Problem description:
Every line of the listing below should be written out exactly.

Records shown:

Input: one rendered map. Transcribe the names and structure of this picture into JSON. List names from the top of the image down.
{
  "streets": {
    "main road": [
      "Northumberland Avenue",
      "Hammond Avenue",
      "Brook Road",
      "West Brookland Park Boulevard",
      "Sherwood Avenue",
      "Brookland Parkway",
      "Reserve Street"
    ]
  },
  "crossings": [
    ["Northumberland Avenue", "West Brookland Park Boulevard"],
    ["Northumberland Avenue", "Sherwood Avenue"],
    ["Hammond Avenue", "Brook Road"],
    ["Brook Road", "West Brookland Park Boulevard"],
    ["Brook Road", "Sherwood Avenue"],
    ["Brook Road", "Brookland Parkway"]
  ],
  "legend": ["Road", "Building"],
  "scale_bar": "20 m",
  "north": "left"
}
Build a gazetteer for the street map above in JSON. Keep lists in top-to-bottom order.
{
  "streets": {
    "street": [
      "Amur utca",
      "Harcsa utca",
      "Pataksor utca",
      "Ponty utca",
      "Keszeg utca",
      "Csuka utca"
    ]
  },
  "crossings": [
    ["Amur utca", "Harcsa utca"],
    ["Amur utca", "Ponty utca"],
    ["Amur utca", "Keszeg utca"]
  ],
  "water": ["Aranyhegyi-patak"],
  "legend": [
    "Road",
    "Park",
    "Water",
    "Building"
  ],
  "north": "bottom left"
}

Solution for this problem:
Input: one rendered map. Transcribe the names and structure of this picture into JSON. List names from the top of the image down.
{
  "streets": {
    "main road": [
      "Northumberland Avenue",
      "Hammond Avenue",
      "Brook Road",
      "West Brookland Park Boulevard",
      "Sherwood Avenue",
      "Brookland Parkway",
      "Reserve Street"
    ]
  },
  "crossings": [
    ["Northumberland Avenue", "West Brookland Park Boulevard"],
    ["Northumberland Avenue", "Sherwood Avenue"],
    ["Hammond Avenue", "Brook Road"],
    ["Brook Road", "West Brookland Park Boulevard"],
    ["Brook Road", "Sherwood Avenue"],
    ["Brook Road", "Brookland Parkway"]
  ],
  "legend": ["Road", "Building"],
  "scale_bar": "20 m",
  "north": "left"
}
Build a gazetteer for the street map above in JSON. Keep lists in top-to-bottom order.
{
  "streets": {
    "street": [
      "Amur utca",
      "Harcsa utca",
      "Pataksor utca",
      "Ponty utca",
      "Keszeg utca",
      "Csuka utca"
    ]
  },
  "crossings": [
    ["Amur utca", "Harcsa utca"],
    ["Amur utca", "Ponty utca"],
    ["Amur utca", "Keszeg utca"]
  ],
  "water": ["Aranyhegyi-patak"],
  "legend": [
    "Road",
    "Park",
    "Water",
    "Building"
  ],
  "north": "bottom left"
}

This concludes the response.